=== Provided records ===
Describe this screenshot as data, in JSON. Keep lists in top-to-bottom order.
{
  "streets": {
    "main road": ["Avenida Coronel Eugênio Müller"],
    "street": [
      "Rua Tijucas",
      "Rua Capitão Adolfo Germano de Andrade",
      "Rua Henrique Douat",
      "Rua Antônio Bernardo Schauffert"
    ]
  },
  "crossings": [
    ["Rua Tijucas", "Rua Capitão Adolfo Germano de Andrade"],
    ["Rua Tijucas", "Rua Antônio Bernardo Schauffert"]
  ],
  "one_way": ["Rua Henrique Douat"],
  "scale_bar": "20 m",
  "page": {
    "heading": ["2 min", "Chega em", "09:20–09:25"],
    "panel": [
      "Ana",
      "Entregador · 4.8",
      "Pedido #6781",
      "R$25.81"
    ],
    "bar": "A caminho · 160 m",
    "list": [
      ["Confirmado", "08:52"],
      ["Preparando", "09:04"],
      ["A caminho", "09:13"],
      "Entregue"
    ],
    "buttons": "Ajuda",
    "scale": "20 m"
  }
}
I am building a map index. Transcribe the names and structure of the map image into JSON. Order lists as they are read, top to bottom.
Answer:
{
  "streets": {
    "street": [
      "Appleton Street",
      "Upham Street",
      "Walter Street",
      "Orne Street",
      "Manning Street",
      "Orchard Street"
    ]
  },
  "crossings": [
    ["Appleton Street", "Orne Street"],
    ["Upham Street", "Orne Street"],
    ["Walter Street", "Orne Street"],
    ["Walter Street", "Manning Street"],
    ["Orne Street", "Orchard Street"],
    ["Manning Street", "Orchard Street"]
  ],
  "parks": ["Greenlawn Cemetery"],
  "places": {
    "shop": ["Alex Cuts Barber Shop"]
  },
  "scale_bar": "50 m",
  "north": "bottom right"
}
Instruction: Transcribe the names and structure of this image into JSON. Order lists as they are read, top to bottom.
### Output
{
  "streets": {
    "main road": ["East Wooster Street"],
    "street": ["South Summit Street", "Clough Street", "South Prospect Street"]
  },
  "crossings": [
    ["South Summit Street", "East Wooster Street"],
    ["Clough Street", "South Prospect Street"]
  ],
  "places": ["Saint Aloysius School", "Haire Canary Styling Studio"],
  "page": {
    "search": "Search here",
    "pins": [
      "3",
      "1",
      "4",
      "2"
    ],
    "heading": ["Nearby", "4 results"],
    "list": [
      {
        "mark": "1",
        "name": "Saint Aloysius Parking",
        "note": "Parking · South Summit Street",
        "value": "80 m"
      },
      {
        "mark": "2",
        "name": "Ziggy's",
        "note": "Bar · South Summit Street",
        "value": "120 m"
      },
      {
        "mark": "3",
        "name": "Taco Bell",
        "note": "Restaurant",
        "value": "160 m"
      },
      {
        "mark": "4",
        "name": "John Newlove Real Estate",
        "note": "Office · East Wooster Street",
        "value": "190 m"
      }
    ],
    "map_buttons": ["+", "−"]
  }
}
===
## Exercise description
Give all of the lines above again, exactly as they are.

## Response area
Describe this screenshot as data, in JSON. Keep lists in top-to-bottom order.
{
  "streets": {
    "main road": ["Avenida Coronel Eugênio Müller"],
    "street": [
      "Rua Tijucas",
      "Rua Capitão Adolfo Germano de Andrade",
      "Rua Henrique Douat",
      "Rua Antônio Bernardo Schauffert"
    ]
  },
  "crossings": [
    ["Rua Tijucas", "Rua Capitão Adolfo Germano de Andrade"],
    ["Rua Tijucas", "Rua Antônio Bernardo Schauffert"]
  ],
  "one_way": ["Rua Henrique Douat"],
  "scale_bar": "20 m",
  "page": {
    "heading": ["2 min", "Chega em", "09:20–09:25"],
    "panel": [
      "Ana",
      "Entregador · 4.8",
      "Pedido #6781",
      "R$25.81"
    ],
    "bar": "A caminho · 160 m",
    "list": [
      ["Confirmado", "08:52"],
      ["Preparando", "09:04"],
      ["A caminho", "09:13"],
      "Entregue"
    ],
    "buttons": "Ajuda",
    "scale": "20 m"
  }
}
I am building a map index. Transcribe the names and structure of the map image into JSON. Order lists as they are read, top to bottom.
Answer:
{
  "streets": {
    "street": [
      "Appleton Street",
      "Upham Street",
      "Walter Street",
      "Orne Street",
      "Manning Street",
      "Orchard Street"
    ]
  },
  "crossings": [
    ["Appleton Street", "Orne Street"],
    ["Upham Street", "Orne Street"],
    ["Walter Street", "Orne Street"],
    ["Walter Street", "Manning Street"],
    ["Orne Street", "Orchard Street"],
    ["Manning Street", "Orchard Street"]
  ],
  "parks": ["Greenlawn Cemetery"],
  "places": {
    "shop": ["Alex Cuts Barber Shop"]
  },
  "scale_bar": "50 m",
  "north": "bottom right"
}
Instruction: Transcribe the names and structure of this image into JSON. Order lists as they are read, top to bottom.
### Output
{
  "streets": {
    "main road": ["East Wooster Street"],
    "street": ["South Summit Street", "Clough Street", "South Prospect Street"]
  },
  "crossings": [
    ["South Summit Street", "East Wooster Street"],
    ["Clough Street", "South Prospect Street"]
  ],
  "places": ["Saint Aloysius School", "Haire Canary Styling Studio"],
  "page": {
    "search": "Search here",
    "pins": [
      "3",
      "1",
      "4",
      "2"
    ],
    "heading": ["Nearby", "4 results"],
    "list": [
      {
        "mark": "1",
        "name": "Saint Aloysius Parking",
        "note": "Parking · South Summit Street",
        "value": "80 m"
      },
      {
        "mark": "2",
        "name": "Ziggy's",
        "note": "Bar · South Summit Street",
        "value": "120 m"
      },
      {
        "mark": "3",
        "name": "Taco Bell",
        "note": "Restaurant",
        "value": "160 m"
      },
      {
        "mark": "4",
        "name": "John Newlove Real Estate",
        "note": "Office · East Wooster Street",
        "value": "190 m"
      }
    ],
    "map_buttons": ["+", "−"]
  }
}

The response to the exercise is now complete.